ACTIVITY: Copy out each line of the entries where the word "Avenida" is present.

Stored items:
⁂

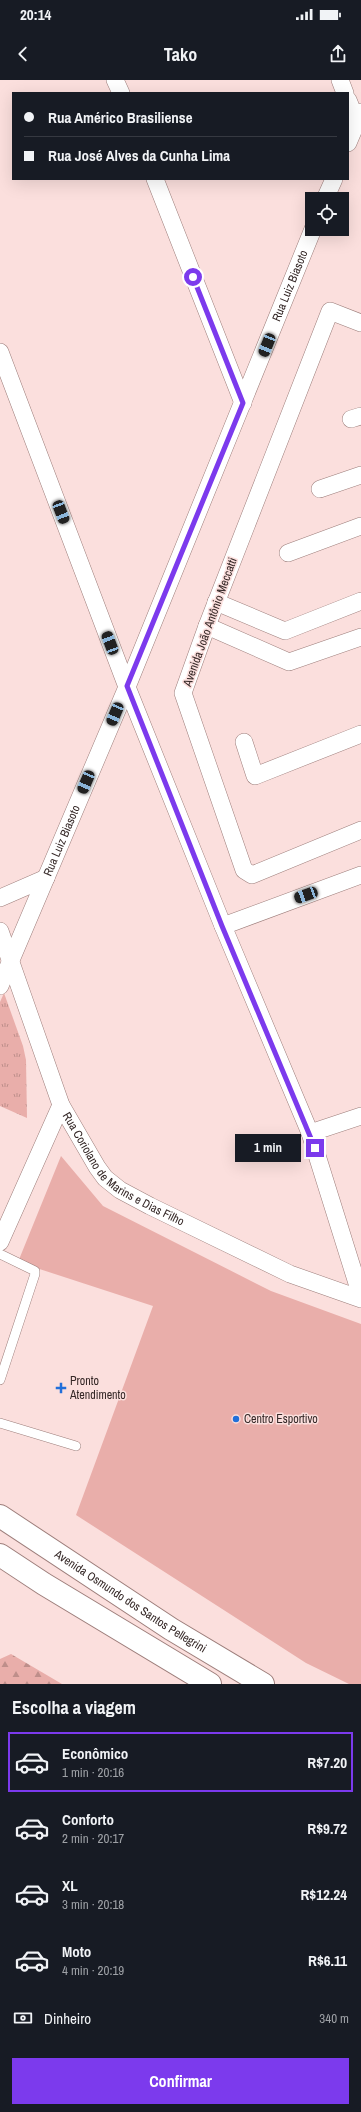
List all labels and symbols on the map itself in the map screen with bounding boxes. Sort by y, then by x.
street label: Rua Luiz Biasoto [268,248,312,324]
route start [184,268,202,286]
car [257,332,277,358]
car [51,499,71,525]
street label: Avenida João Antônio Meccatti [179,555,241,690]
car [100,630,120,656]
car [105,701,125,727]
car [76,769,96,795]
street label: Rua Luiz Biasoto [40,803,84,879]
car [293,885,319,905]
street label: Rua Coriolano de Marins e Dias Filho [59,1109,187,1229]
callout: 1 min [235,1134,301,1162]
route end [306,1139,324,1157]
place label: Pronto Atendimento [69,1373,126,1403]
marker: Pronto Atendimento [55,1382,67,1394]
place label: Centro Esportivo [244,1411,318,1427]
marker: Centro Esportivo [231,1414,241,1424]
street label: Avenida Osmundo dos Santos Pellegrini [51,1546,209,1656]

⁂

EXERCISE ANSWER:
street label: Avenida João Antônio Meccatti [179,555,241,690]
street label: Avenida Osmundo dos Santos Pellegrini [51,1546,209,1656]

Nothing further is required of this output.